Tokenization is a common task performed under NLP. Tokenization is the process of breaking down a piece of text into smaller units called tokens. These tokens form the building block of NLP.

Why do we need tokenization?

Deep learning architectures in NLP such as LSTM and RNN process text in the form of tokens.

By running tokenization on a corpus of text we can form a vocabulary. These tokens are then represented in a manner that is suitable for the corresponding language model.

This representation is referred to as Word embeddings. Most commonly seen word embedding models are Skipgram and One-Hot-Encoding.

In this tutorial we will learn how to tokenize our text.

Let’s write some python code to tokenize a paragraph of text.

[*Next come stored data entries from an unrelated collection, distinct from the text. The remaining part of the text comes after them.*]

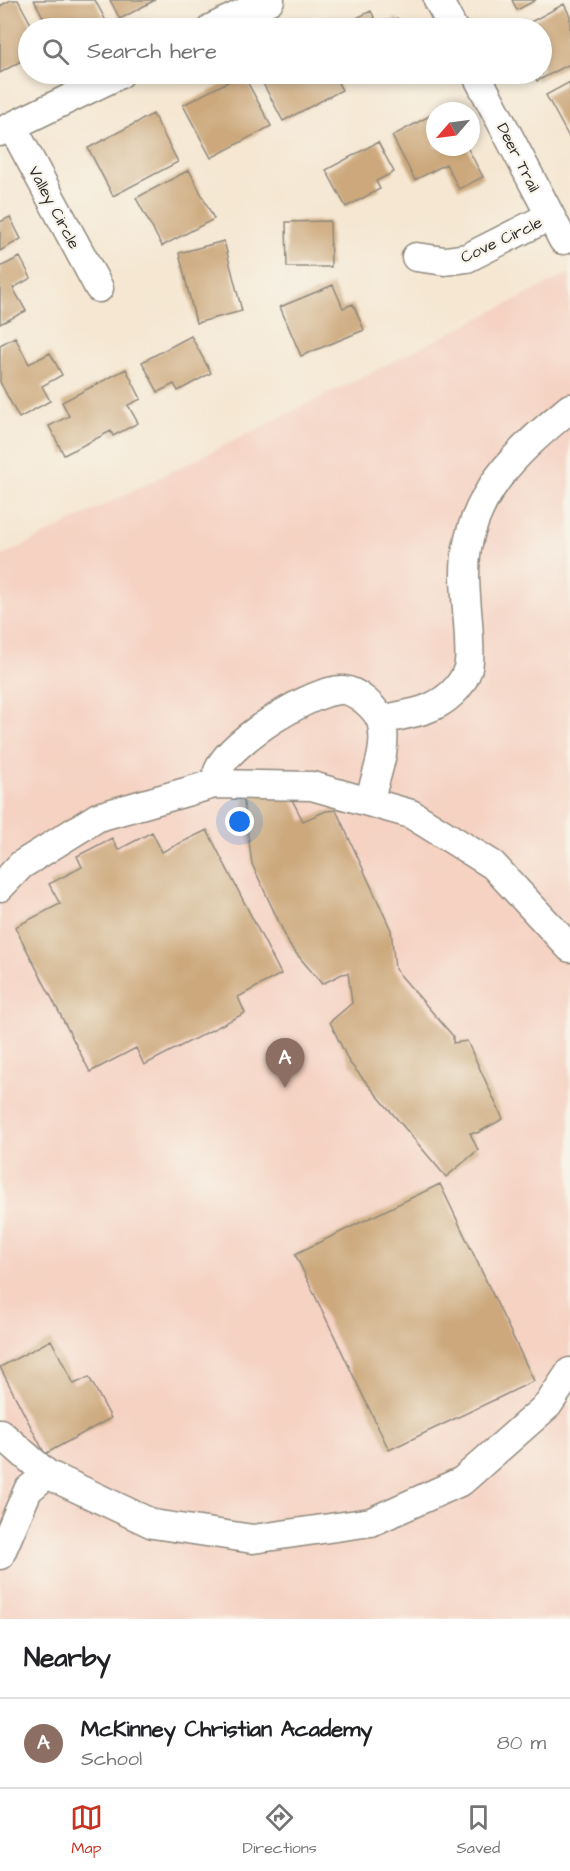 <!DOCTYPE html>
<html lang="en">
<head>
<meta charset="utf-8">
<style>
	body { margin:0; font-family:"Architects Daughter",sans-serif; background:#f2f2f2; color:#202124 }
	.compass { position:absolute; left:426px; top:102px; width:54px; height:54px; border-radius:50%; background:#fff; box-shadow:0 3px 9px #0003; rotate:242deg }
	.you { position:absolute; left:240px; top:822px; width:21px; height:21px; margin:-15px; border:4px solid #fff; border-radius:50%; background:#1a73e8; box-shadow:0 0 0 9px #1a73e833 }
	.badge { display:grid; place-items:center; width:39px; height:39px; border-radius:50%; background:#c8321e; color:#fff; font-size:20px; font-weight:700 }
	.pin { position:absolute; translate:-50% -50px; filter:drop-shadow(0 2px 3px #0008) }
	.pin::after { content:''; position:absolute; top:32px; width:21px; height:18px; background:inherit; clip-path:polygon(0 0,100% 0,50% 100%) }
	.list { margin:0; padding:0; list-style:none }
	h2 { display:flex; justify-content:space-between; align-items:center; height:78px; margin:0; padding:0 24px; font-size:26px }
	h2 small { font-size:20px; font-weight:400; color:#757577 }
	.list li { display:grid; grid-template-columns:39px 1fr auto; gap:18px; align-items:center; box-sizing:border-box; height:90px; padding:0 24px; border-top:2px solid #e0e0e0 }
	.list b { display:block; font-size:22px; white-space:nowrap }
	.list p { margin:0; font-size:20px; white-space:nowrap; color:#757577 }
	.list em { font-size:20px; font-style:normal; color:#757577 }
	.icon { flex:none; width:33px; height:33px; fill:none; stroke:currentColor; stroke-width:2; stroke-linecap:round; stroke-linejoin:round }
	.map { position:relative; flex:none; width:570px; height:1619px; overflow:hidden }
	.search { position:absolute; background:#fff; box-shadow:0 3px 9px #0003; left:18px; right:18px; top:18px; height:66px; display:flex; align-items:center; gap:15px; box-sizing:border-box; padding:0 21px; border-radius:33px; color:#757577; font-size:22px }
	.sheet { height:168px; background:#fff }
	nav { display:flex; justify-content:space-around; align-items:center; box-sizing:border-box; height:84px; border-top:2px solid #e0e0e0; background:#fff; font-size:16px; color:#757577 }
	nav a { display:grid; justify-items:center; gap:3px }
	nav .on { color:#c8321e }
	.map>svg:first-child { display:block }
	.built { fill:#f5d2c2 }
	.building { fill:#cca87b }
	.lines { fill:none; stroke-linecap:round; stroke-linejoin:round }
	.minor-casing { stroke:#90897e; stroke-width:31 }
	.minor { stroke:#fff; stroke-width:28 }
	.labels { text-anchor:middle; stroke-width:4.5; stroke-linejoin:round; paint-order:stroke }
	.street-label { font-size:16px; fill:#2b2b2b; stroke:#f7f3e8 }
</style>
</head>
<body>
<div class="map">
<svg width="570" height="1619" viewBox="0 0 570 1619">
	<rect width="100%" height="100%" fill="#f7f3e8"/>
	<filter id="ink" filterUnits="userSpaceOnUse"><feTurbulence type="fractalNoise" baseFrequency=".0167" numOctaves="2"/><feDisplacementMap in="SourceGraphic" scale="12" xChannelSelector="R" yChannelSelector="G"/><feConvolveMatrix kernelMatrix="1 2 1 2 8 2 1 2 1" color-interpolation-filters="sRGB"/></filter>
	<filter id="wash" filterUnits="userSpaceOnUse"><feTurbulence type="fractalNoise" baseFrequency=".008" numOctaves="4" result="noise"/><feDisplacementMap in="SourceGraphic" scale="24" xChannelSelector="R" yChannelSelector="G"/><feGaussianBlur stdDeviation="1.35" result="paint"/><feColorMatrix in="noise" values="0 0 0 0 0 0 0 0 0 0 0 0 0 0 0 0 0 1.4 0 .05"/><feComposite in="paint" operator="in"/></filter>
	<g filter="url(#wash)">
		<rect width="100%" height="100%" fill="#f5e7d2"/>
		<path class="built" d="M 570,273 L 570,1619 L 0,1619 L 0,557 Z"/>
		<g id="blocks">
			<path class="building" d="M 11,0 L 18,0 L 33,28 L 28,28 L 28,57 L 0,73 L 0,6 Z
				M 34,0 L 95,0 L 106,21 L 92,28 L 49,28 Z
				M 110,0 L 155,0 L 120,19 Z
				M 512,0 L 536,0 L 517,10 Z
				M 564,4 L 570,16 L 570,64 L 537,81 L 533,74 L 542,74 L 542,28 L 527,28 L 525,25 Z
				M 371,11 L 379,27 L 397,18 L 402,28 L 348,28 L 346,23 Z
				M 243,74 L 271,126 L 211,158 L 183,105 Z
				M 258,74 L 333,74 L 342,90 L 283,121 Z
				M 570,82 L 570,139 L 546,95 Z
				M 435,113 L 435,147 L 467,147 L 483,177 L 459,189 L 446,164 L 415,180 L 392,136 Z
				M 153,114 L 178,162 L 113,196 L 88,148 Z
				M 378,142 L 394,172 L 376,181 L 380,189 L 346,207 L 326,170 Z
				M 189,170 L 214,219 L 162,246 L 136,198 Z
				M 10,217 L 21,239 L 0,251 L 0,222 Z
				M 330,221 L 331,267 L 287,267 L 286,222 Z
				M 224,241 L 242,311 L 196,323 L 179,253 Z
				M 20,257 L 31,278 L 13,288 L 26,311 L 0,324 L 0,267 Z
				M 333,285 L 343,308 L 353,304 L 364,330 L 301,356 L 280,307 Z
				M 191,336 L 211,373 L 178,391 L 174,384 L 158,392 L 142,362 Z
				M 15,337 L 29,364 L 50,353 L 62,375 L 42,386 L 50,401 L 19,418 L 0,382 L 0,345 Z
				M 126,369 L 141,399 L 128,405 L 138,423 L 113,436 L 111,431 L 64,455 L 49,426 L 69,416 L 62,402 Z
				M 288,792 L 303,821 L 326,811 L 336,810 L 391,930 L 395,969 L 453,1036 L 453,1043 L 467,1041 L 503,1119 L 477,1133 L 470,1133 L 478,1150 L 446,1177 L 349,1062 L 330,1022 L 352,1003 L 348,973 L 342,974 L 322,984 L 290,946 L 252,864 L 243,796 Z
				M 207,830 L 281,974 L 238,997 L 245,1013 L 144,1065 L 136,1048 L 90,1072 L 15,927 L 60,904 L 49,884 L 82,867 L 77,856 L 112,838 L 118,850 L 152,832 L 162,852 Z
				M 440,1184 L 534,1381 L 389,1450 L 295,1254 Z
				M 51,1340 L 74,1384 L 89,1377 L 111,1418 L 45,1454 L 0,1367 Z"/>
		</g>
	</g>
	<g filter="url(#ink)">
		<use href="#blocks" fill-opacity="0" stroke="#90897e" stroke-width="1.5"/>
		<g class="lines">
			<defs>
				<path id="minor" d="M 438,0 L 453,28
					M 212,28 L 270,0
					M 476,74 L 563,240
					M 12,126 L 99,288
					M 0,132 L 120,74
					M 416,257 L 445,261 L 467,258 L 550,216
					M 381,720 C 396,716 415,714 429,708 C 446,701 461,688 467,671 C 471,661 469,649 469,639 C 468,609 462,578 467,548 C 479,484 523,447 570,408
					M 214,784 C 216,779 217,772 220,767 C 232,741 314,688 343,690 C 357,691 376,708 381,721 C 389,747 375,777 369,802
					M 0,887 L 21,865 L 98,817 L 214,784 L 312,786 L 411,814 L 493,865 L 570,948
					M 0,1433 L 47,1474 L 153,1524 L 253,1539 L 371,1522 L 462,1481 L 548,1405 L 570,1372
					M 0,1555 L 28,1490 L 47,1474"/>
			</defs>
			<use href="#minor" class="minor-casing"/>
			<use href="#minor" class="minor"/>
		</g>
	</g>
	<g class="labels">
		<g class="street-label">
			<text transform="translate(519 157) rotate(63)" y="6">Deer Trail</text>
			<text transform="translate(55 207) rotate(62)" y="6">Valley Circle</text>
			<text transform="translate(501 239) rotate(-25)" y="6">Cove Circle</text>
		</g>
	</g>
</svg>
<svg class="compass" viewBox="-18 -18 36 36"><path d="M0-13l5 13h-10z" fill="#e53935"/><path d="M0 13l5-13h-10z" fill="#757577"/></svg>
<div class="you"></div>
<div class="pin badge" style="left:285px;top:1088px;background:#8d6e63">A</div>
<div class="search"><svg class="icon" aria-label="search" viewBox="0 0 24 24"><circle cx="10" cy="10" r="6"/><path d="M15 15l6 6"/></svg>Search here</div>
</div>
<section class="sheet">
<h2>Nearby<small></small></h2>
<ul class="list">
<li><span class="badge" style="background:#8d6e63">A</span><div><b>McKinney Christian Academy</b><p>School</p></div><em>80 m</em></li>
</ul>
</section>
<nav>
<a class="on"><svg class="icon" aria-label="map" viewBox="0 0 24 24"><path d="M3 6l6-2 6 2 6-2v14l-6 2-6-2-6 2zM9 4v14M15 6v14"/></svg>Map</a>
<a><svg class="icon" aria-label="directions" viewBox="0 0 24 24"><path d="M12 3l9 9-9 9-9-9zM9 14v-3h6M13 9l2 2-2 2"/></svg>Directions</a>
<a><svg class="icon" aria-label="saved" viewBox="0 0 24 24"><path d="M7 4h10v16l-5-4-5 4z"/></svg>Saved</a>
</nav>
</body>
</html>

Implementing Tokenization in Python with NLTK

We will be using NLTK module to tokenize out text. NLTK is short for Natural Language ToolKit. It is a library written in Python for symbolic and statistical Natural Language Processing.

NLTK makes it very easy to work on and process text data. Let’s start by installing NLTK.

1. Installing NLTK Library

Run the pip command on your console to install NLTK.

pip install nltk

To install components of NLTK use:

import nltk
nltk.download()

In this tutorial we will be going over two types of tokenization :

Sentence tokenization
Word tokenization

2. Setting up Tokenization in Python

Let’s start by importing the necessary modules.

from nltk.tokenize import sent_tokenize, word_tokenize

sent_tokenize is responsible for tokenizing based on sentences and word_tokenize is responsible for tokenizing based on words.

The text we will be tokenizing is:

"Hello there! Welcome to this tutorial on tokenizing. After going through this tutorial you will be able to tokenize your text. Tokenizing is an important concept under NLP. Happy learning!"

Store the text in a variable.

text = "Hello there! Welcome to this tutorial on tokenizing. After going through this tutorial you will be able to tokenize your text. Tokenizing is an important concept under NLP. Happy learning!"

3. Sentence Tokenization in Python using sent_tokenize()

To tokenize according to sentences use:

print(sent_tokenize(text))

The output we get is:

['Hello there!', 'Welcome to this tutorial on tokenizing.', 'After going through this tutorial you will be able to tokenize your text.', 'Tokenizing is an important concept under NLP.', 'Happy learning!']

It returns a list with each element of the list as a sentence from the text.

4. Word Tokenization in Python using word_tokenize()

To tokenize according to words we use :

print(word_tokenize(text))

The output we get is :

['Hello', 'there', '!', 'Welcome', 'to', 'this', 'tutorial', 'on', 'tokenizing', '.', 'After', 'going', 'through', 'this', 'tutorial', 'you', 'will', 'be', 'able', 'to', 'tokenize', 'your', 'text', '.', 'Tokenizing', 'is', 'an', 'important', 'conceot', 'under', 'NLP', '.', 'Happy', 'learning', '!']

It returns a list with each element of the list as a word from the text. These can now go as tokens into a language model for training.

Complete Python code for tokenization using NLTK

The complete code is as follows :

from nltk.tokenize import sent_tokenize, word_tokenize

text = "Hello there! Welcome to this tutorial on tokenizing. After going through this tutorial you will be able to tokenize your text. Tokenizing is an important concept under NLP. Happy learning!"

print(sent_tokenize(text))
print(word_tokenize(text))